** Exercise directions **
Copy all entries exactly.

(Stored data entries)
-------
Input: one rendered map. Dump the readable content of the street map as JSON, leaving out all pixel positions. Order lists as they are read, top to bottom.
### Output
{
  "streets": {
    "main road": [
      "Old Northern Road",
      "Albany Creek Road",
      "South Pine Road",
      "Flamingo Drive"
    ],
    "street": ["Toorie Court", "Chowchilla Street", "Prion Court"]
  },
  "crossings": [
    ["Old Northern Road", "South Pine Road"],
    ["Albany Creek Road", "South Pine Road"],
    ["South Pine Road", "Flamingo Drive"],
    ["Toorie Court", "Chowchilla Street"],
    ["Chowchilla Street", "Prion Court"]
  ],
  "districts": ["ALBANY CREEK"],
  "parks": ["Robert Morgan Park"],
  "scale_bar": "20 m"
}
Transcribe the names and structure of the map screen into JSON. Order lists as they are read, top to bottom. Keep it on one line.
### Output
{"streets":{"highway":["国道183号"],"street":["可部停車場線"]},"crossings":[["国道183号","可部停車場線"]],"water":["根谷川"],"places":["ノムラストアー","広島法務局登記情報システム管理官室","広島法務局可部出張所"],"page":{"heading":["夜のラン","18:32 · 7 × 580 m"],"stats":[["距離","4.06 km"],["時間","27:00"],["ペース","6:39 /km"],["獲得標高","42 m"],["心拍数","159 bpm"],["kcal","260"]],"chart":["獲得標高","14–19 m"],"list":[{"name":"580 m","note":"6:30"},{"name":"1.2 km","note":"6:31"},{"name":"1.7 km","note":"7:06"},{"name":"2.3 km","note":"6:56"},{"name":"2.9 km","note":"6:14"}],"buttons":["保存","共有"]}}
-------
** Response to this task **
Input: one rendered map. Dump the readable content of the street map as JSON, leaving out all pixel positions. Order lists as they are read, top to bottom.
### Output
{
  "streets": {
    "main road": [
      "Old Northern Road",
      "Albany Creek Road",
      "South Pine Road",
      "Flamingo Drive"
    ],
    "street": ["Toorie Court", "Chowchilla Street", "Prion Court"]
  },
  "crossings": [
    ["Old Northern Road", "South Pine Road"],
    ["Albany Creek Road", "South Pine Road"],
    ["South Pine Road", "Flamingo Drive"],
    ["Toorie Court", "Chowchilla Street"],
    ["Chowchilla Street", "Prion Court"]
  ],
  "districts": ["ALBANY CREEK"],
  "parks": ["Robert Morgan Park"],
  "scale_bar": "20 m"
}
Transcribe the names and structure of the map screen into JSON. Order lists as they are read, top to bottom. Keep it on one line.
### Output
{"streets":{"highway":["国道183号"],"street":["可部停車場線"]},"crossings":[["国道183号","可部停車場線"]],"water":["根谷川"],"places":["ノムラストアー","広島法務局登記情報システム管理官室","広島法務局可部出張所"],"page":{"heading":["夜のラン","18:32 · 7 × 580 m"],"stats":[["距離","4.06 km"],["時間","27:00"],["ペース","6:39 /km"],["獲得標高","42 m"],["心拍数","159 bpm"],["kcal","260"]],"chart":["獲得標高","14–19 m"],"list":[{"name":"580 m","note":"6:30"},{"name":"1.2 km","note":"6:31"},{"name":"1.7 km","note":"7:06"},{"name":"2.3 km","note":"6:56"},{"name":"2.9 km","note":"6:14"}],"buttons":["保存","共有"]}}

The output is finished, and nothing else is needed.